Work to complete:
Among the lines below, copy exactly those from the one with "display:flex; align-items:center; gap:21px;" through the one with "display:block; font-size:42px; line-height:51px", counting both ends.

═════ Records shown

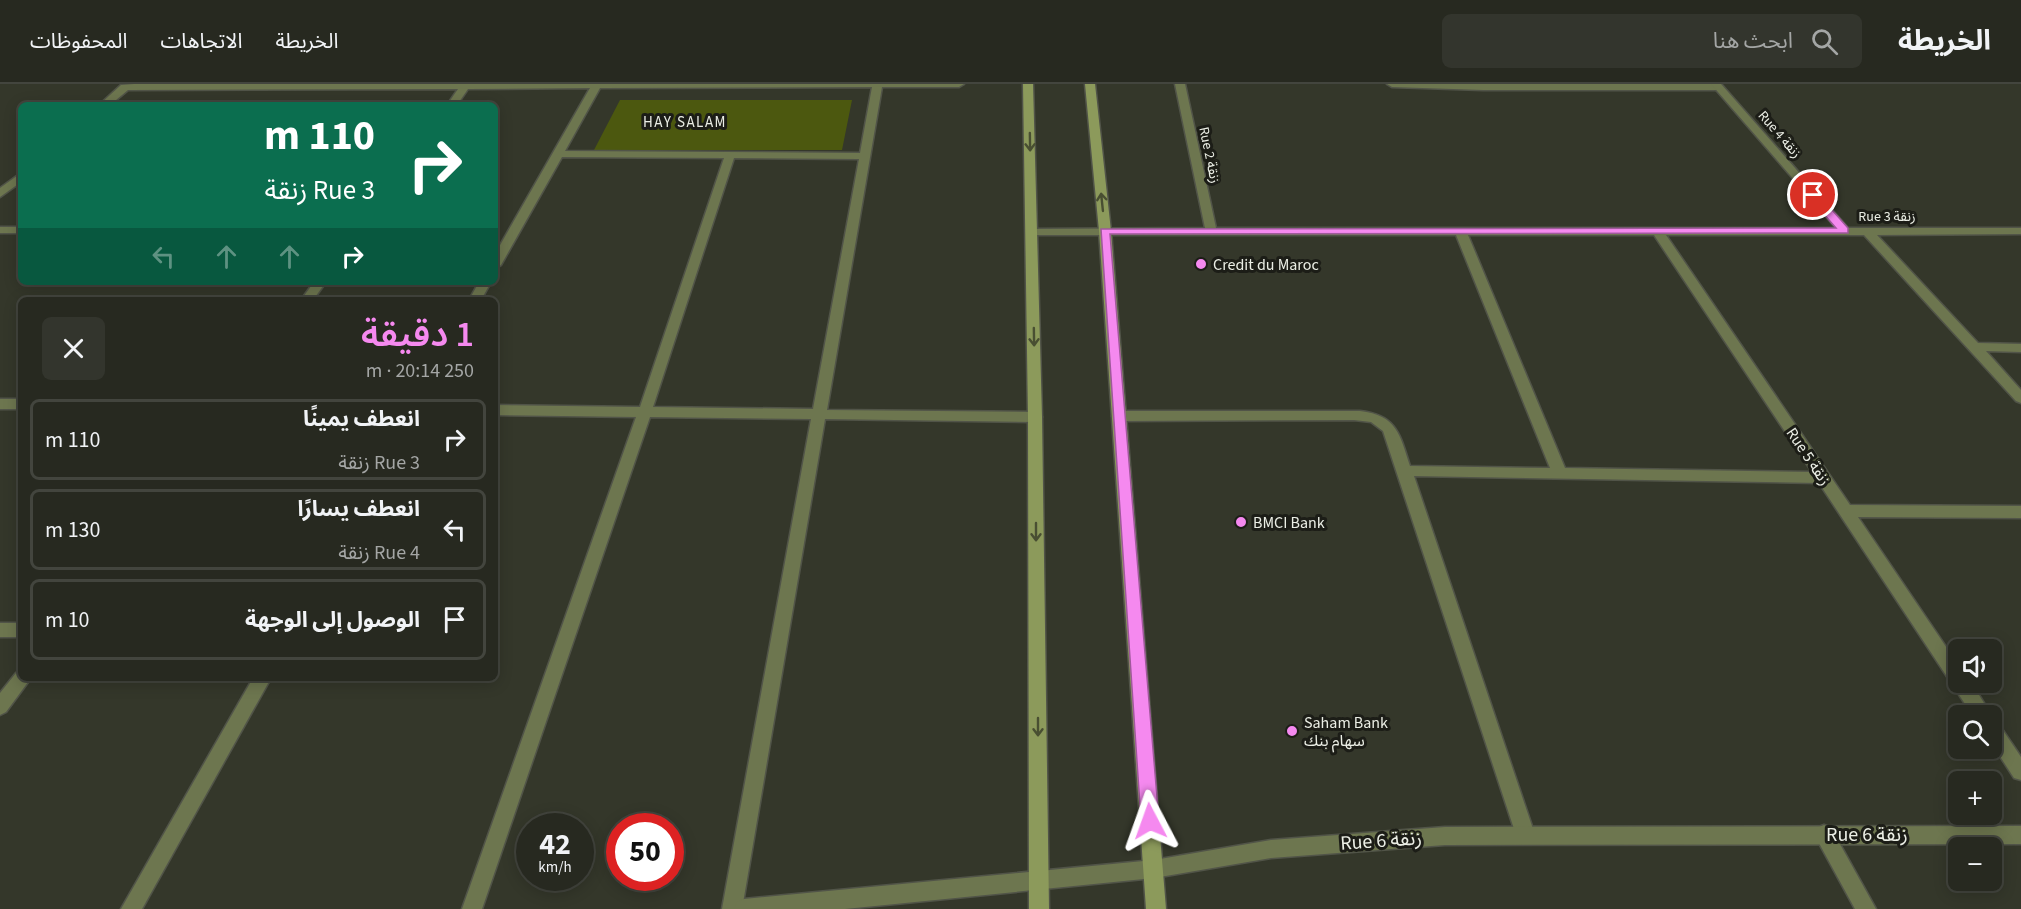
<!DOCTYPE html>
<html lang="ar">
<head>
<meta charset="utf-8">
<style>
  body { margin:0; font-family:"Source Sans 3","Noto Sans Arabic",sans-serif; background:#33352d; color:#f1f3f6; direction:rtl; height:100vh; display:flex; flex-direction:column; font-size:22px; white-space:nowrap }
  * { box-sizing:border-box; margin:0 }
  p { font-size:20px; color:#a4a6a5 }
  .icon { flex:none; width:33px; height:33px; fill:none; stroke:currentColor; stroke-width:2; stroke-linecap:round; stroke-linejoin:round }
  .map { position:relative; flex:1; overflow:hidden; direction:ltr }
  .sheet { position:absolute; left:18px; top:213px; width:480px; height:384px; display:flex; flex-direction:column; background:#272920; border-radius:9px; box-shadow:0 3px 15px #0003,0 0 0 2px #43453e; direction:rtl }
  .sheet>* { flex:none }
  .hud { position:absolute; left:18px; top:18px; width:480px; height:183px; border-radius:9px; box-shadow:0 3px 15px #0003,0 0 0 2px #43453e; direction:rtl; background:#0b6e4f; color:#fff; overflow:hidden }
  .controls { position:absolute; left:1948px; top:555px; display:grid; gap:12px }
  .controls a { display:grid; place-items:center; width:54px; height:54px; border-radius:9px; background:#272920; box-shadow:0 3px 15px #0003,0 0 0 2px #43453e; font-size:30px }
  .speed { position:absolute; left:516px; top:729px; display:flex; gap:12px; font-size:30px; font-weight:700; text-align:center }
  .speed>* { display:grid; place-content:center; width:78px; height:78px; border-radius:50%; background:#272920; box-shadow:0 3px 15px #0003,0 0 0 2px #43453e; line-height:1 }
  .speed small { font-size:15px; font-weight:400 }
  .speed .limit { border:9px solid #d22; background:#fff; color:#111 }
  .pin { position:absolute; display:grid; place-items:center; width:51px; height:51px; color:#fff; margin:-26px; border:3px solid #fff; border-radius:50%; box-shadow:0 2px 6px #0007 }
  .me { position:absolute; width:66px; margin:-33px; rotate:356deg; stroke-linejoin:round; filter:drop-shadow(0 0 4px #0008) }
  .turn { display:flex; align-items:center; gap:21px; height:126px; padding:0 24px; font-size:27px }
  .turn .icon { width:78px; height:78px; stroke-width:2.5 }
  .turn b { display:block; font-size:42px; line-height:51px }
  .lanes { display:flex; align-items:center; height:57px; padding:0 24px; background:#0003; justify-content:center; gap:30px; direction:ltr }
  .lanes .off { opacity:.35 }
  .round { display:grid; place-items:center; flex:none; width:63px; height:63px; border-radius:9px; background:#33352d }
  .head { display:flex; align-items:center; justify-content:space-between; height:102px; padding:0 24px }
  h1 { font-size:36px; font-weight:600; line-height:45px; color:#f589ef }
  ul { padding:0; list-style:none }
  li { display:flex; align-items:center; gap:18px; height:81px; margin:0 12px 9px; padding:0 12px; border:3px solid #43453e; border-radius:9px }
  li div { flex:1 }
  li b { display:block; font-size:22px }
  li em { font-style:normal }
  header { display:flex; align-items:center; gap:36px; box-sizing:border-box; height:84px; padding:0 30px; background:#272920; border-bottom:2px solid #43453e }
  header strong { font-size:28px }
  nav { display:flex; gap:33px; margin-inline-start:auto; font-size:21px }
  .search { width:420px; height:54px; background:#33352d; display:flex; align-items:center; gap:15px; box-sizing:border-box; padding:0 21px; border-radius:9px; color:#a4a6a5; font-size:22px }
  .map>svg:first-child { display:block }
</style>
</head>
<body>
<header>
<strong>الخريطة</strong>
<div class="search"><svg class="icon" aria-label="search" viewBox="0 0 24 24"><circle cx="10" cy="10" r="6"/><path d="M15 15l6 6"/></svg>ابحث هنا</div>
<nav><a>الخريطة</a><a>الاتجاهات</a><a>المحفوظات</a></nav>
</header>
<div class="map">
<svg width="2021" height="825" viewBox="0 0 2021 825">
  <rect width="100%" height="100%" fill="#34372a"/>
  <polygon fill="#4c580f" points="620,16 852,16 842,66 594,66"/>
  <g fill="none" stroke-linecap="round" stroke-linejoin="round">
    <defs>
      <polygon id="service" points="1387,0 1718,0 1723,3 1718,6 1483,6 1392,3"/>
      <polygon id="pedestrian" points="1824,741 1831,744 1876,825 1855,825 1814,750 1817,744"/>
      <g id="minor">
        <path d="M134,0H964L959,3H882L827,326L1035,328L1042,333L1035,338L825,335L742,825H722L811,335L650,333L482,825H462L636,333L495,331V321L640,323L724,74L562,73L501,181L495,185V170L590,4L468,5L457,21H447L458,5L128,6L110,21H99L121,1ZM872,3L860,69L565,67L600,4ZM734,74L859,75L813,325L653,323Z"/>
        <path d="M1175,0H1185L1216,144H1836L1711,0H1721L1848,144H2021V150L1877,151L1978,259L2021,260V268L1986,267L2021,306V319L2016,317L1864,151H1666L1850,421L2021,422V434L1858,433L1959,582V598H1971L1992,632H1973L1819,399L1414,392L1535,751L1532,757L1525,760L1518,757L1383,347L1371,338L1354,336L1119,337L1112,332L1119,327H1360C1397,331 1400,351 1410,382L1550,384L1456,151H1032L1026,148L1032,145L1205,144ZM1468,151H1654L1812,388L1565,384Z"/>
        <polygon points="21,89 21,98 0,113 0,104"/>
        <rect x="0" y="143" width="21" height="6"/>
        <polygon points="314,198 326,198 313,216 301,216"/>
        <polygon points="479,198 491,198 481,216 469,216"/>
        <rect x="0" y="315" width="21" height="10"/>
        <rect x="0" y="539" width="21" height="14"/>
        <polygon points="21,587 21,594 31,594 6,628 0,631 0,609 16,589"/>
        <polygon points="253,594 271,594 142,825 121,825"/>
        <polygon points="1992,637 1998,639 2021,673 2021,696 2014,694 1992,660"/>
      </g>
      <polygon id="tertiary" points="2021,742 2021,760 1445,761 1271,774 1154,794 845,825 734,825 737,818 744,815 1154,776 1271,756 1445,743"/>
      <g id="secondary">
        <polygon points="1023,0 1033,0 1042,333 1049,825 1029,825 1028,333"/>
        <polygon points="1085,0 1095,0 1111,147 1166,825 1146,825 1099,147"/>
      </g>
    </defs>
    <use href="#service" stroke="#515448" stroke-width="3"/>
    <use href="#pedestrian" stroke="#515448" stroke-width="3"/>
    <use href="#minor" stroke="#515448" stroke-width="3"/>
    <use href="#tertiary" stroke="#515448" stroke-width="3"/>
    <use href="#secondary" stroke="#515448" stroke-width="3"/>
    <use href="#service" fill="#6d764f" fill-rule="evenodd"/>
    <use href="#pedestrian" fill="#6d764f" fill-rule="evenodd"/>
    <use href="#minor" fill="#6d764f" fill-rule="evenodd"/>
    <use href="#tertiary" fill="#6d764f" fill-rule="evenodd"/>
    <use href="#secondary" fill="#8c9a5b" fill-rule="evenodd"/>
  </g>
  <defs><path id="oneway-shaft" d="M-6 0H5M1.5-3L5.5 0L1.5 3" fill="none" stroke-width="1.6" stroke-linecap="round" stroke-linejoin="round" transform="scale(1.5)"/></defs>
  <g stroke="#494f32">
    <use href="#oneway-shaft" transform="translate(1030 58) rotate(89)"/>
    <use href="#oneway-shaft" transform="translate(1102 118) rotate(-96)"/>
    <use href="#oneway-shaft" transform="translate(1034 253) rotate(89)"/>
    <use href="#oneway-shaft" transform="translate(1036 448) rotate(90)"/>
    <use href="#oneway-shaft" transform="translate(1038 643) rotate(90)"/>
  </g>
  <polygon fill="#f589ef" stroke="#9f599b" stroke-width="1.5" points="1809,109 1817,109 1848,144 1848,149 1110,150 1159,737 1156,743 1150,745 1144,743 1141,737 1101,145 1836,144 1809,113"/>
  <g fill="#f589ef" stroke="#1c1d17" stroke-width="2">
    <circle cx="1201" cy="180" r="6"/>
    <circle cx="1241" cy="438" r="6"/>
    <circle cx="1292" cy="647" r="6"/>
  </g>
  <g text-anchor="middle" stroke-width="6" stroke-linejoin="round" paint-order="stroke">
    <g font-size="14" fill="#ebeee5" stroke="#1c1d17">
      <text transform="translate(1780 50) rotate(49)" y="5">Rue 4 زنقة</text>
      <text transform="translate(1210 71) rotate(78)" y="5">Rue 2 زنقة</text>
      <text x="1887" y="137">Rue 3 زنقة</text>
    </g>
    <g font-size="15" letter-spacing="1.5" fill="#ebeee5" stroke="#1c1d17">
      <text x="685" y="43">HAY SALAM</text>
    </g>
    <g font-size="16" fill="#ebeee5" stroke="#1c1d17" text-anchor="start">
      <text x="1213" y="186">Credit du Maroc</text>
      <text x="1253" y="444">BMCI Bank</text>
      <text x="1304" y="644">Saham Bank<tspan x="1304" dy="18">سهام بنك</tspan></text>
    </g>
    <g font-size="16" fill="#ebeee5" stroke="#1c1d17">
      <text transform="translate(1809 372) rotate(56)" y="6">Rue 5 زنقة</text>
    </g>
    <g font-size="20" fill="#ebeee5" stroke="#1c1d17">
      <text x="1867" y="757">Rue 6 زنقة</text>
      <text transform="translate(1381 756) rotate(-4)" y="7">Rue 6 زنقة</text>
    </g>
  </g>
</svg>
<div class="controls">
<a><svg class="icon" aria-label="sound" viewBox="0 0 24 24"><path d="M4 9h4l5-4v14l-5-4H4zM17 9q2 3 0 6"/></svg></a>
<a><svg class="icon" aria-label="search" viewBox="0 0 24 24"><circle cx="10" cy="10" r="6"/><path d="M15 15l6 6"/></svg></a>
<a>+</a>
<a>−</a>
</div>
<div class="speed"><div>42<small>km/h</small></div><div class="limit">50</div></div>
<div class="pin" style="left:1813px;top:111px;background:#d93025"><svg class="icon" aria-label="arrive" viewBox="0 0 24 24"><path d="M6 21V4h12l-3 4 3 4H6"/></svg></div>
<svg class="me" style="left:1150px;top:737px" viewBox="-20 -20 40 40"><path d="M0-17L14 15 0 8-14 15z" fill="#f589ef" stroke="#fff" stroke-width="4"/></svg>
<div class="hud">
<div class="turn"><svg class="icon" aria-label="right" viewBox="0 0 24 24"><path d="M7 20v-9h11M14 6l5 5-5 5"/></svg><div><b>110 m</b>Rue 3 زنقة</div></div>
<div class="lanes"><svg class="icon off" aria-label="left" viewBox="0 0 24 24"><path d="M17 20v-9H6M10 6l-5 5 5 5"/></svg><svg class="icon off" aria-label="ahead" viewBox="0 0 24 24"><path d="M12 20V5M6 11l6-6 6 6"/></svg><svg class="icon off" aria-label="ahead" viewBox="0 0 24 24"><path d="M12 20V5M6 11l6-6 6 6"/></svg><svg class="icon" aria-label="right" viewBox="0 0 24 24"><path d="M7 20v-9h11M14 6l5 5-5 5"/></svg></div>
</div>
<section class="sheet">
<div class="head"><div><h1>1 دقيقة</h1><p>250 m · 20:14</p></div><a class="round"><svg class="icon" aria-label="close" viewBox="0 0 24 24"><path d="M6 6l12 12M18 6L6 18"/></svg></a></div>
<ul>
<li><svg class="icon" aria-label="right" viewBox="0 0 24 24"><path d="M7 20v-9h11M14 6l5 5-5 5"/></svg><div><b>انعطف يمينًا</b><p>Rue 3 زنقة</p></div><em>110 m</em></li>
<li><svg class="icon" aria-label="left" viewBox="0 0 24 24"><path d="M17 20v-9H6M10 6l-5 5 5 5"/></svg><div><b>انعطف يسارًا</b><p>Rue 4 زنقة</p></div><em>130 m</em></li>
<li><svg class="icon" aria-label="arrive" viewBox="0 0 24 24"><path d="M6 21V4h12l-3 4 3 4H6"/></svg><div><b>الوصول إلى الوجهة</b></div><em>10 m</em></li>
</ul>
</section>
</div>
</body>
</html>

══════════

Response box:
  .turn { display:flex; align-items:center; gap:21px; height:126px; padding:0 24px; font-size:27px }
  .turn .icon { width:78px; height:78px; stroke-width:2.5 }
  .turn b { display:block; font-size:42px; line-height:51px }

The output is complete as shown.